▶ _WORK TASK_: Report how many lines of the material below contain the string "JSON". The reply is that number and no more.

━━━━

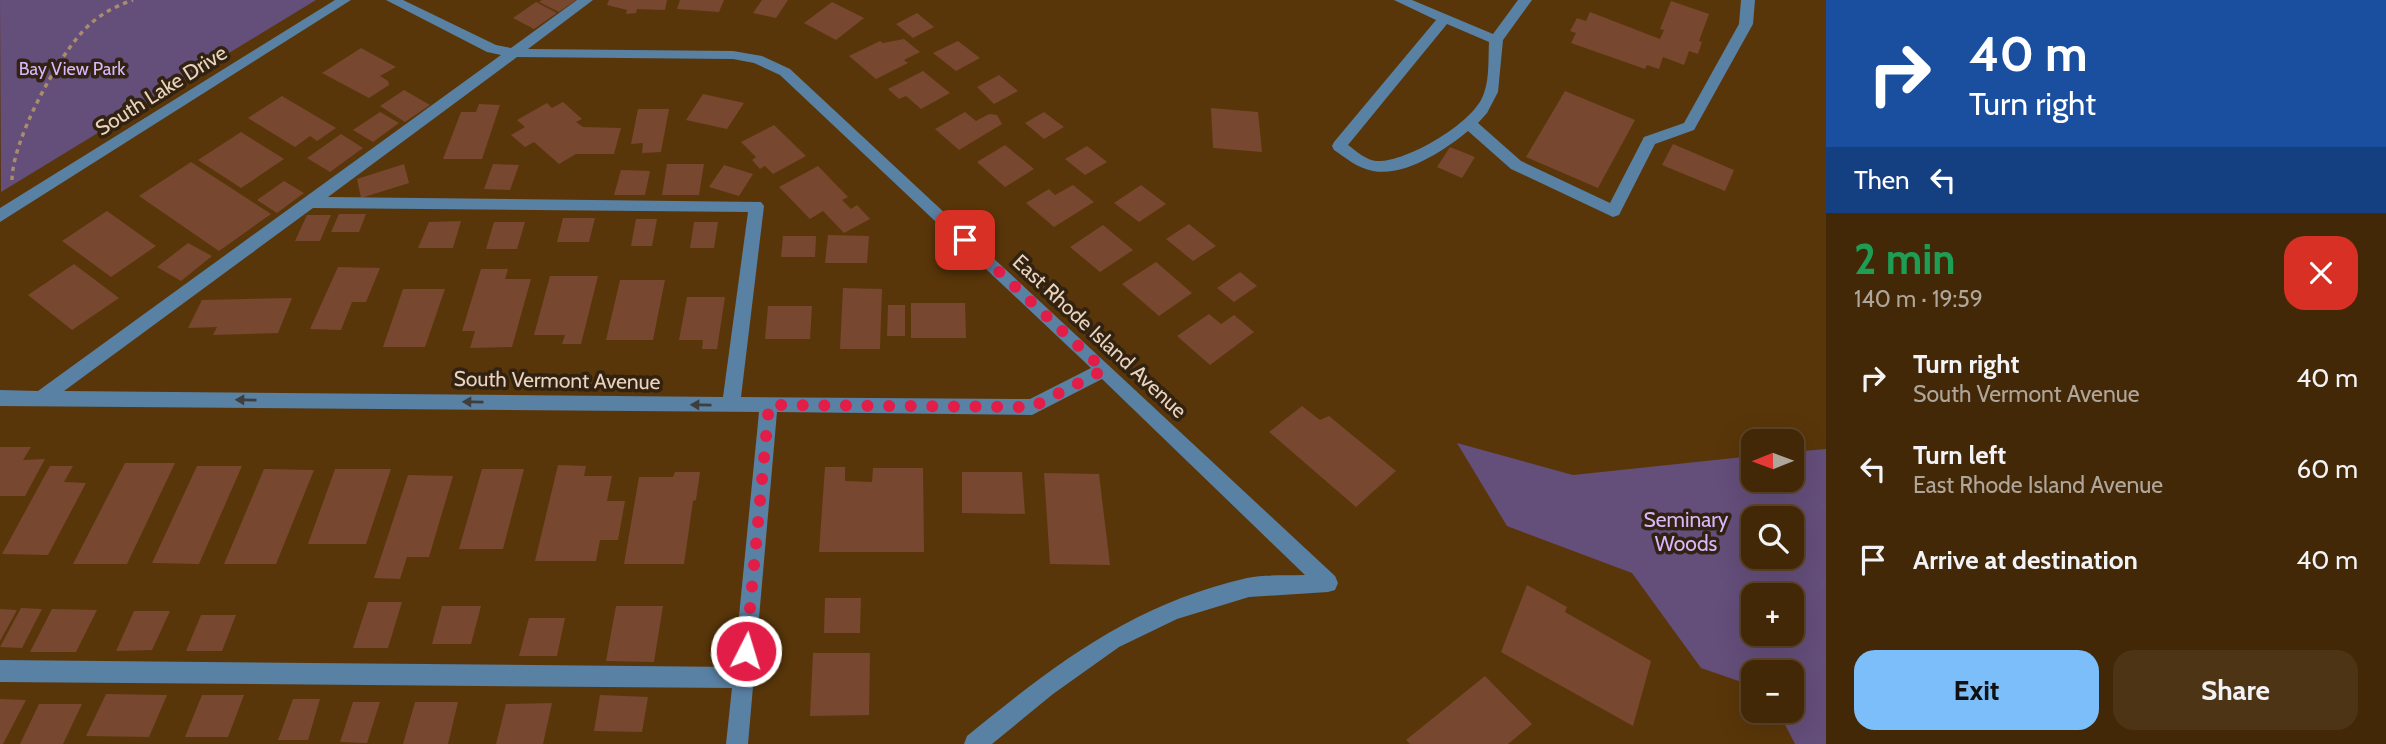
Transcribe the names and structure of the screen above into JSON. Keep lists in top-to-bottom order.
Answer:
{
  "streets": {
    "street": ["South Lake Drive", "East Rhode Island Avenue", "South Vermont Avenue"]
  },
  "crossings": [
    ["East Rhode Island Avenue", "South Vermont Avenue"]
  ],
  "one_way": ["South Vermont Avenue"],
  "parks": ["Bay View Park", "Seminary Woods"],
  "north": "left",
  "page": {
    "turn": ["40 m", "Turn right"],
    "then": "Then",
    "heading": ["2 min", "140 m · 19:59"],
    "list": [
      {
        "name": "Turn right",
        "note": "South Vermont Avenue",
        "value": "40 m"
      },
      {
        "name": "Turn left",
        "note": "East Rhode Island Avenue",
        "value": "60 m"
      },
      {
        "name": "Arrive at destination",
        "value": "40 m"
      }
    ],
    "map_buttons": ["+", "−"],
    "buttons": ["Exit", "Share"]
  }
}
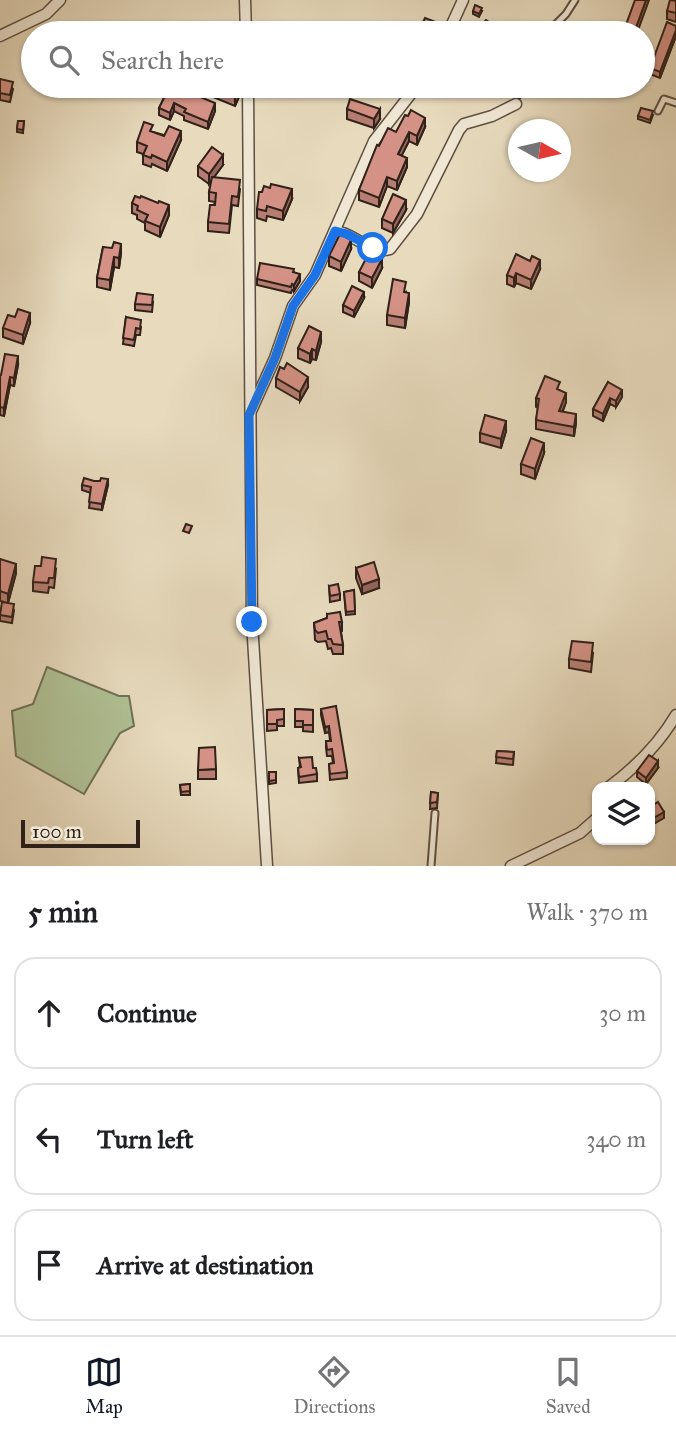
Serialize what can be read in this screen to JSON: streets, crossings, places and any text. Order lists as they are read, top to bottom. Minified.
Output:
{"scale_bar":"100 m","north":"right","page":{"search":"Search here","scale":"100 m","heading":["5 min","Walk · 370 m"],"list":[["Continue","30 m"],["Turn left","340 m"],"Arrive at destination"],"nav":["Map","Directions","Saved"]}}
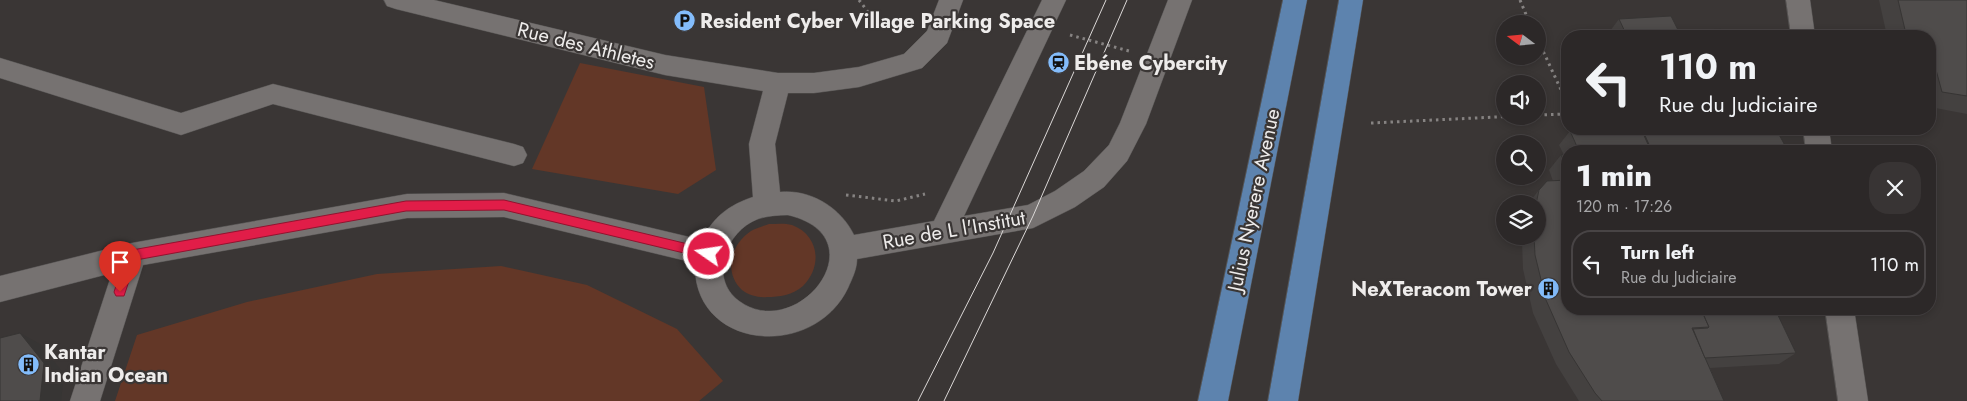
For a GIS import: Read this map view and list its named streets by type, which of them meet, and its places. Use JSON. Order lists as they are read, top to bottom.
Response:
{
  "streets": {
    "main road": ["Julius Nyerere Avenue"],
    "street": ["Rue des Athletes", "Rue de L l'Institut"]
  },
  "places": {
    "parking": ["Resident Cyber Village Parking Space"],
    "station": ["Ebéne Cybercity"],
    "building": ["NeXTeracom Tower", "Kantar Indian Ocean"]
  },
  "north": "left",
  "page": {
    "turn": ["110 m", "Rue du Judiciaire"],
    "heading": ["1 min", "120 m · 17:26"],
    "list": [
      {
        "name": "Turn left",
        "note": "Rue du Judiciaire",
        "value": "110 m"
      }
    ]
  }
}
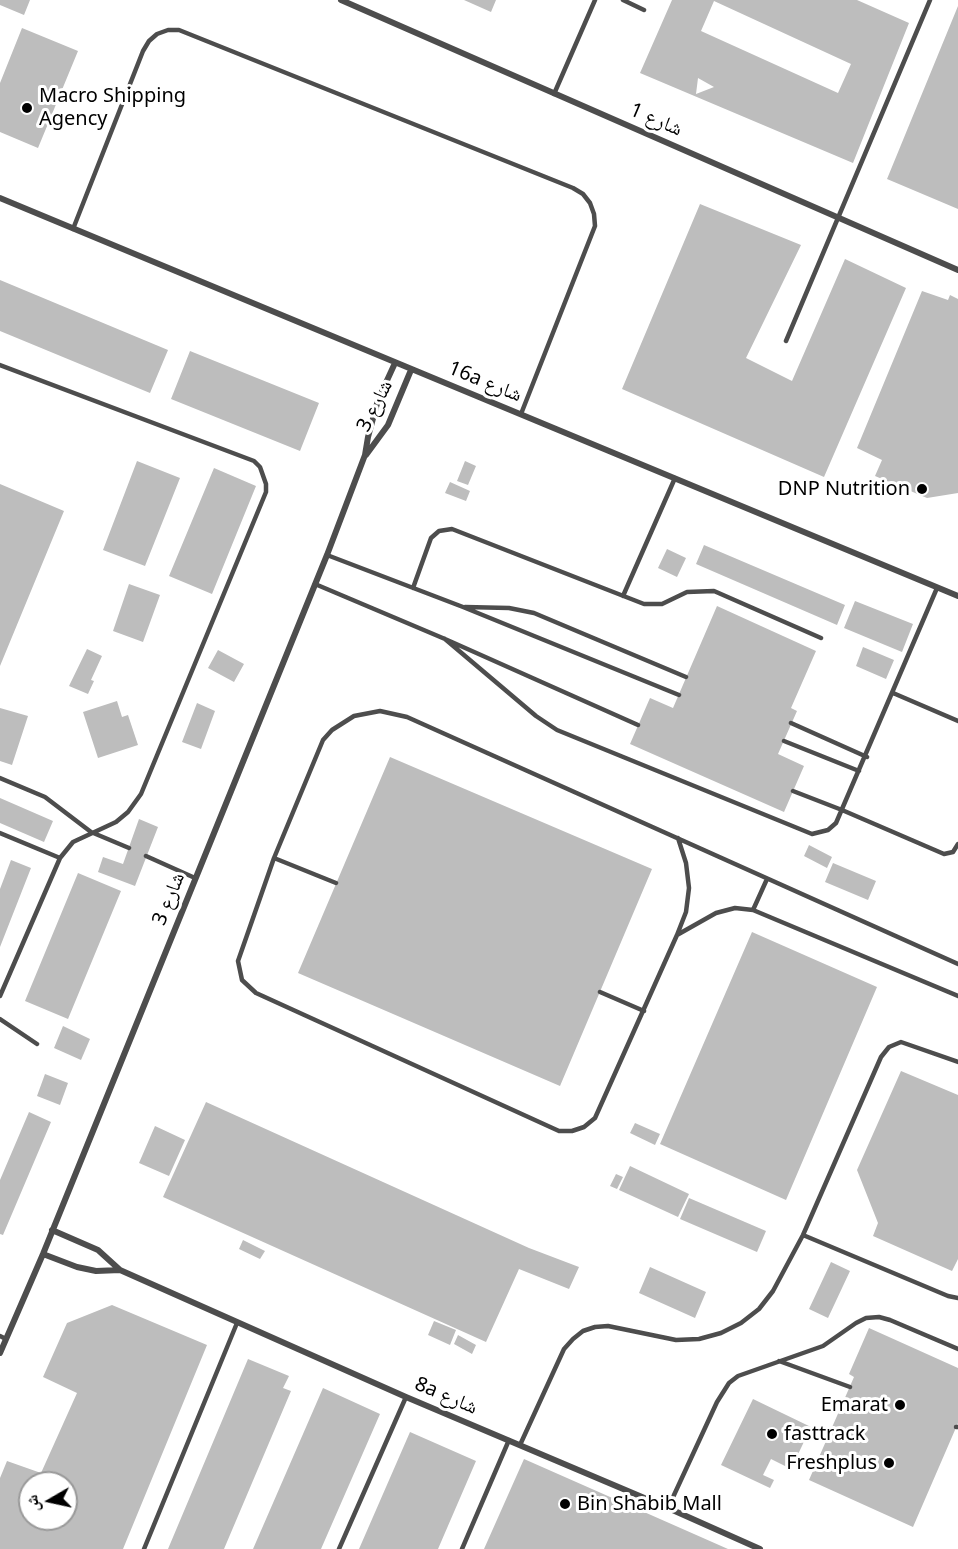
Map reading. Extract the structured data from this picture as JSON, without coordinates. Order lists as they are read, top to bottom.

━━━━

▶ _OUTPUT_: 4